Staggered surveying and variation in time and space
===========================================
A typical survey program will have a limited yearly budget or work capacity that determine how many sites or samples that can be processed. This means you end up with a yearly capacity of sites to cover. But this yearly capacity can put to different uses. Should we for example revisit each site each year, or should we alternate the surveys between sites and thereby span over a wider range of sites? We could for example choose to revisit each location every third year, and span over 3 times as many sites. The penaly is that you only get a third of the replicates per site.

The best choice here will depend on the relative size of the variation between sites and variation between survey occations. If sites are more or less the same, we don't have to visit many different sites to accurately represent the underlying population. On the other hand, if they are very differnt, a small subset of sites risks being unrepresentative of the underlying population. Conversely, if there is little between survey occation variation, every single visit will be representative of the overall level or trend for each location, and we require fewer samples per site. But when between-occation variation is higher, any visits will be influenced by random fluctuations and we need many visits per site to accurately capture its mean level or trend. 

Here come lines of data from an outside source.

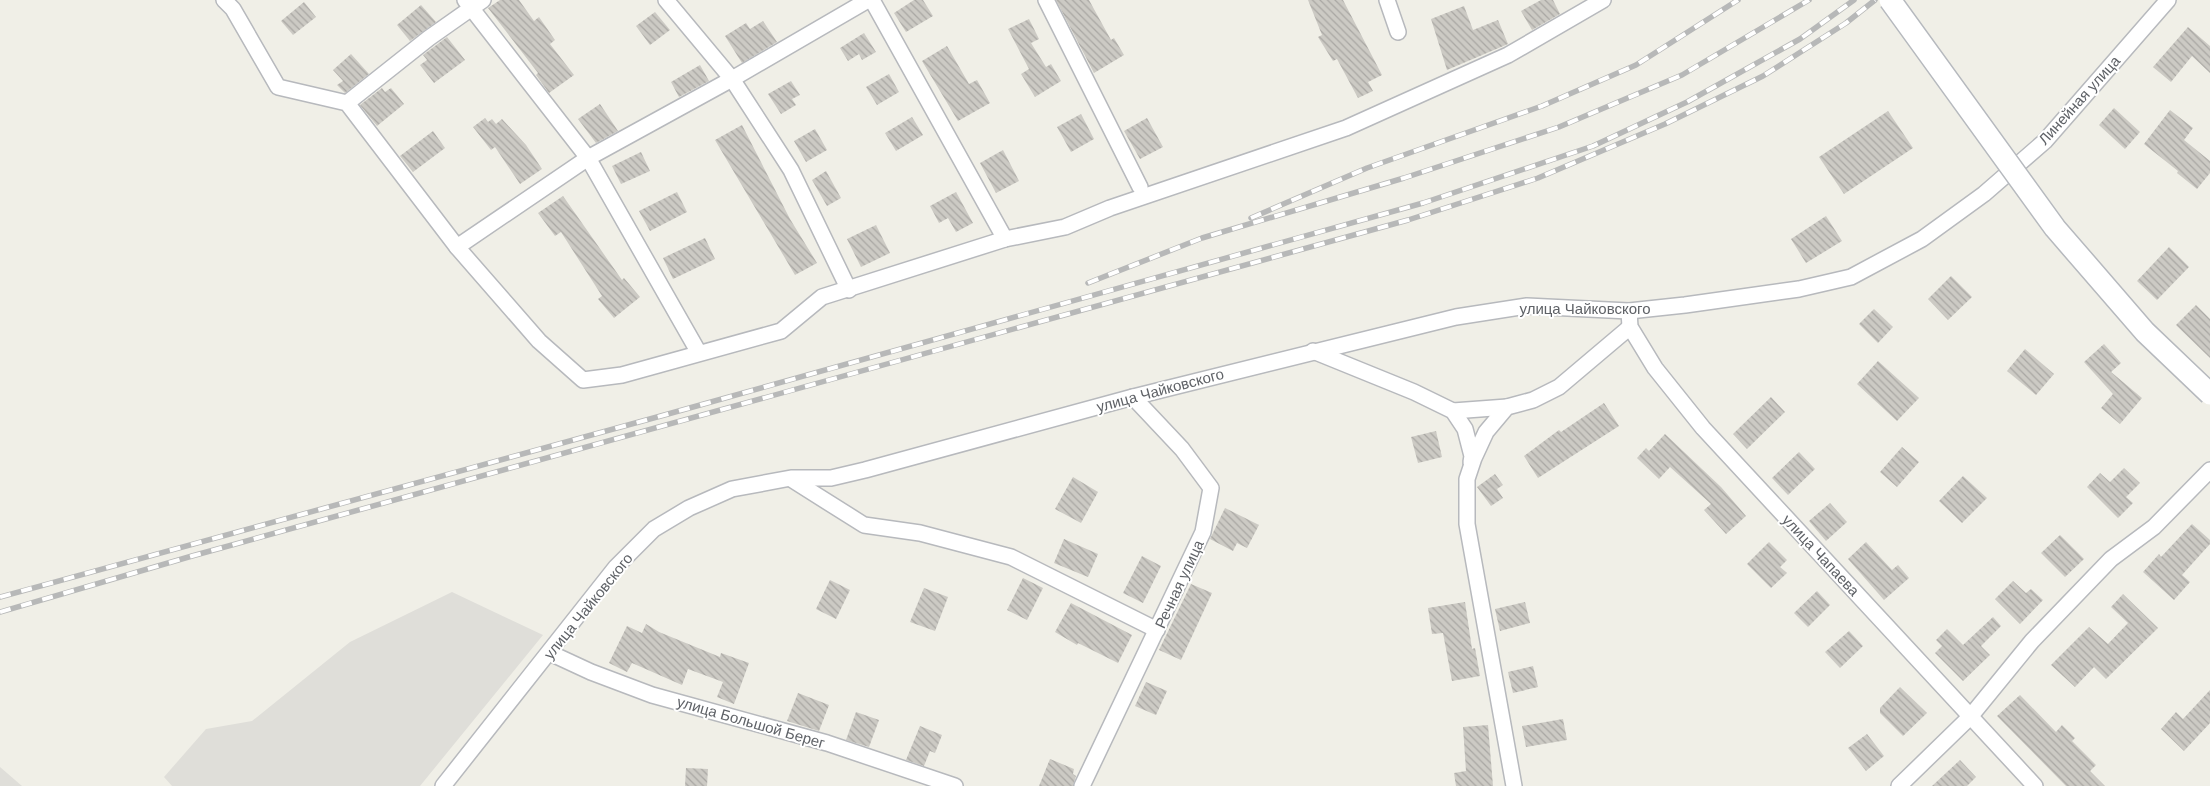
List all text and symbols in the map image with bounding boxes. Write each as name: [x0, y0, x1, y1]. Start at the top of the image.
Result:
street label: Линейная улица: [2035, 52, 2124, 148]
street label: улица Чайковского: [1519, 300, 1651, 317]
street label: улица Чайковского: [1095, 365, 1225, 415]
street label: улица Чапаева: [1779, 511, 1863, 600]
street label: Речная улица: [1151, 537, 1207, 631]
street label: улица Чайковского: [540, 550, 636, 662]
street label: улица Большой Берег: [675, 693, 827, 751]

This means we end up with a trade-off between the number of visits per site and the number of sites to visit, given that we can only visit so many sites each year. Figures \ref{onePlot}, \ref{twoPlot}, \ref{threePlot}, and \ref{sixPlot} shows the various ways we could allocate a yearly survey capacity of 6 locations a year during 6 years. For simplicity, we keep the number of times each location is visited the same for all locations. In other words, we limit our explorations to cases that generates balanced data sets.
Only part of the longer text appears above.